Cold weather is well-established as a risk factor for cardiovascular death, and the general direction of this claim is supported by multiple credible sources. However, the specific figure of "approximately 40,000" traces to a single conference presentation (ACC.26, March 2026) that has not yet been peer-reviewed or independently replicated. The claim also omits that this is a statistical model estimate — not a direct cause-of-death count — and that confounding factors like respiratory infections, holiday behaviors, and socioeconomic conditions may contribute to winter cardiovascular mortality spikes.
“The Loch Ness Monster is a real, living creature inhabiting Loch Ness in Scotland.”
Comprehensive environmental DNA surveys of Loch Ness found no evidence of any large unknown reptile, giant fish, or other creature consistent with the "Loch Ness Monster." Multiple independent scientific studies instead detected only ordinary biodiversity, notably abundant eel DNA. Ecological analysis further indicates the loch's low-nutrient environment could not sustain a large unknown predator. Despite decades of searching, no specimen, remains, or verified scientific evidence has ever confirmed the creature's existence. The claim is not supported by credible evidence.
“The Hong Kong national security law makes it a criminal offense to refuse to provide passwords to authorities.”
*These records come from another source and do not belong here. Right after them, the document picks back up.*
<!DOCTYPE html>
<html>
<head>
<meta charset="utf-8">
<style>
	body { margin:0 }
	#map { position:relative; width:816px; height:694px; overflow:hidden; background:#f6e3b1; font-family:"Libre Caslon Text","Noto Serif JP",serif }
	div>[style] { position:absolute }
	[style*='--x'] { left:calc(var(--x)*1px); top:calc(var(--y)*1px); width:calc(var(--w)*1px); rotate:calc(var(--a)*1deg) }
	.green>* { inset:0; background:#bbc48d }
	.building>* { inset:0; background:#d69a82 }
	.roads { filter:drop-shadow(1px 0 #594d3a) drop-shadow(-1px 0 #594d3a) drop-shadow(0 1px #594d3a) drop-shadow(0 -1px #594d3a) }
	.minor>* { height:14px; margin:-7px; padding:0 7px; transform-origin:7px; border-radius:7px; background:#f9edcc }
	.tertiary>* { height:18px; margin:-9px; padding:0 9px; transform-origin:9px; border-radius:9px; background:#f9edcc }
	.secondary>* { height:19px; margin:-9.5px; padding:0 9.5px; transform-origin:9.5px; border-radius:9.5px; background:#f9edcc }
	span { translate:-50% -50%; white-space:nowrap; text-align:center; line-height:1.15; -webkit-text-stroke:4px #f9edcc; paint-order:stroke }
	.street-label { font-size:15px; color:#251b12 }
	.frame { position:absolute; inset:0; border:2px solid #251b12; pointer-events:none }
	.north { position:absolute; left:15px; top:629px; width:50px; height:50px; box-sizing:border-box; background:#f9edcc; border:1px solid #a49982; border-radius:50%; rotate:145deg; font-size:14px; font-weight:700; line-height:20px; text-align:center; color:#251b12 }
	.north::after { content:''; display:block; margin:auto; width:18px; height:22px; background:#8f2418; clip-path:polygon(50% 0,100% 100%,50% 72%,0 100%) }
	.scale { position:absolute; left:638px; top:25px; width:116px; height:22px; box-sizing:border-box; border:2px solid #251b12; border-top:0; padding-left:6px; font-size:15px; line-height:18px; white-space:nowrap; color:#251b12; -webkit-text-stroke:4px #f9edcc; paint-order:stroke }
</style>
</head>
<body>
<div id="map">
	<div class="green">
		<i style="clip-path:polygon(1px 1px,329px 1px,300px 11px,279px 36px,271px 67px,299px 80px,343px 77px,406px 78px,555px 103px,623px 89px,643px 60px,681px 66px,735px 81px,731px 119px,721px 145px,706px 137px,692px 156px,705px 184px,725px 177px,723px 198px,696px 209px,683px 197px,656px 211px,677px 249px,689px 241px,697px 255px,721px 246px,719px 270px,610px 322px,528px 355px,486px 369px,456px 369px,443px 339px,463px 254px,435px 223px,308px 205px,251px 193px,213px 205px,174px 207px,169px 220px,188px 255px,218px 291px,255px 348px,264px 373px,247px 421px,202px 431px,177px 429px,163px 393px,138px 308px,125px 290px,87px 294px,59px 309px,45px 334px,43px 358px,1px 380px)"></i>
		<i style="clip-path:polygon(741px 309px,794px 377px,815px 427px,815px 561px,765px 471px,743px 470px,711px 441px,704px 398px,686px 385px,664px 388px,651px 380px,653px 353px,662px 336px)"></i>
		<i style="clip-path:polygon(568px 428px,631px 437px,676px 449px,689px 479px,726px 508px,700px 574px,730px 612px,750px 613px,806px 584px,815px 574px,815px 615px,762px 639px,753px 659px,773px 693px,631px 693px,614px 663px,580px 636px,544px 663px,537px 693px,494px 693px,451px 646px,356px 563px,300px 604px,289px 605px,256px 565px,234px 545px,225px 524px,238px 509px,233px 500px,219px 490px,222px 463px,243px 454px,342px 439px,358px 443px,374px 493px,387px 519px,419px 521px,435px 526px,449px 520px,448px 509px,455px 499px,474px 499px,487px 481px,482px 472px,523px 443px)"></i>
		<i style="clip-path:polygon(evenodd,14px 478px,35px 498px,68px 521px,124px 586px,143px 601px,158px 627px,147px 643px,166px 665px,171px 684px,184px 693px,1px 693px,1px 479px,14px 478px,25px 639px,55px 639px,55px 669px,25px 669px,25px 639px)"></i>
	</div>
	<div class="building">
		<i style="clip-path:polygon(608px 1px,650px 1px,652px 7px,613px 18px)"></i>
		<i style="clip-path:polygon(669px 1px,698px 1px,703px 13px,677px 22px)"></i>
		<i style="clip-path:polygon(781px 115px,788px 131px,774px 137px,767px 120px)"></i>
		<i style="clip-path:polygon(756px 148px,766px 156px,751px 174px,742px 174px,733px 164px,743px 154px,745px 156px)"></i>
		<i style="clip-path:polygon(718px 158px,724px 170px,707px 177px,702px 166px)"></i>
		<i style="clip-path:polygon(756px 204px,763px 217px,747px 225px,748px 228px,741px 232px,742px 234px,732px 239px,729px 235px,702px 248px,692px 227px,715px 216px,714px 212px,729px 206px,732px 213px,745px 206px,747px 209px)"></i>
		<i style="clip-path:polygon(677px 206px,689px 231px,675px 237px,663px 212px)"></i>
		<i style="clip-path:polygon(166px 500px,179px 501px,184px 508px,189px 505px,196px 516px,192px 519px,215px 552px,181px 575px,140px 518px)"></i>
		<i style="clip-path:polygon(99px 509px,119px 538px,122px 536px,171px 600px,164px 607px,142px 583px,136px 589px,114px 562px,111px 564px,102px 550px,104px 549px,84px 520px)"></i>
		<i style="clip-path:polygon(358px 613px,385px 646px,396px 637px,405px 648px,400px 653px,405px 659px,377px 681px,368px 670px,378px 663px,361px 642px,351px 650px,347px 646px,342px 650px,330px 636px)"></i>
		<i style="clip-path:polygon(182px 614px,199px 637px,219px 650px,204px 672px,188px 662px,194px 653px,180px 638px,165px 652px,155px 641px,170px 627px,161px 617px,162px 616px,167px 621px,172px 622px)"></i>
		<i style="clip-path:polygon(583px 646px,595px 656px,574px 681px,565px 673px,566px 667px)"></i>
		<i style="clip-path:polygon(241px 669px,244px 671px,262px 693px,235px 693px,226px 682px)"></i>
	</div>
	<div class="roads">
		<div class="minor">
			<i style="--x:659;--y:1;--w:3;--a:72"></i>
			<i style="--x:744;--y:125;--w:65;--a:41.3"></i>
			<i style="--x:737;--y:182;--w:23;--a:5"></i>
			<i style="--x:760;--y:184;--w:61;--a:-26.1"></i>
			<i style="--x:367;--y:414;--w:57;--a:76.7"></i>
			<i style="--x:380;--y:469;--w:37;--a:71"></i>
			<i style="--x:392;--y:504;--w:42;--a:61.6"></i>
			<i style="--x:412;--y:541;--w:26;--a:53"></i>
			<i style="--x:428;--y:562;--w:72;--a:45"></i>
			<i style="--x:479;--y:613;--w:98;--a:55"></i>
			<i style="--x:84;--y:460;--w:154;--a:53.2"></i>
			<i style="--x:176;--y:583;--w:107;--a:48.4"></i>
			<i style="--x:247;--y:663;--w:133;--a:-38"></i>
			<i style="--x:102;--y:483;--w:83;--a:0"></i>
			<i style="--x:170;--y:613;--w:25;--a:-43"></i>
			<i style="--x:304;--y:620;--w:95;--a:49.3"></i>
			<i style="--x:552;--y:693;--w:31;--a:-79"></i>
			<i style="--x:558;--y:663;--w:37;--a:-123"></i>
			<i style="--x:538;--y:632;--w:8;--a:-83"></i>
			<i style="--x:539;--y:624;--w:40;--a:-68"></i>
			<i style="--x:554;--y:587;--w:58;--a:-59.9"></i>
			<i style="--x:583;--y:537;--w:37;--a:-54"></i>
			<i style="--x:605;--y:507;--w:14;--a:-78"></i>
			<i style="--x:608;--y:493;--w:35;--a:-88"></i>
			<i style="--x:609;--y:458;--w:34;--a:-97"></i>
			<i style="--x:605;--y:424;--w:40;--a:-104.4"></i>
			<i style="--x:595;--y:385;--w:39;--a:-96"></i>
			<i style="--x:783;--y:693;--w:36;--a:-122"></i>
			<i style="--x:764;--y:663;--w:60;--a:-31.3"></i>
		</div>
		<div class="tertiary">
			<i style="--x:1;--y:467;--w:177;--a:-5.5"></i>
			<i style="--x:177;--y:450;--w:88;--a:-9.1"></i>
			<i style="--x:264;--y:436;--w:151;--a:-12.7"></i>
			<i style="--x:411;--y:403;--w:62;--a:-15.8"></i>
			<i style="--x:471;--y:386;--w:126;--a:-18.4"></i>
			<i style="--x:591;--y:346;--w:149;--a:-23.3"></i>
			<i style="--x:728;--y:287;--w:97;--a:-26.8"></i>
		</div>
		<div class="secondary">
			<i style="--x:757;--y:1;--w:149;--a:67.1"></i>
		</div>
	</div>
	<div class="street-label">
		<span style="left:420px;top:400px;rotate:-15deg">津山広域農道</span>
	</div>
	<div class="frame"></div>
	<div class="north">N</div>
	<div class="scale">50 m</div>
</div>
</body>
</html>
Hong Kong's national security framework, as amended through 2024–2026 implementation rules, does criminalize refusing to provide passwords or decryption assistance to police. However, the claim omits important conditions: the offense applies only when police lawfully demand passwords during a national security investigation, and only when the person has no "reasonable excuse." It is not a blanket obligation to surrender passwords in all circumstances. The core claim is accurate but its unqualified phrasing overstates the scope of the law.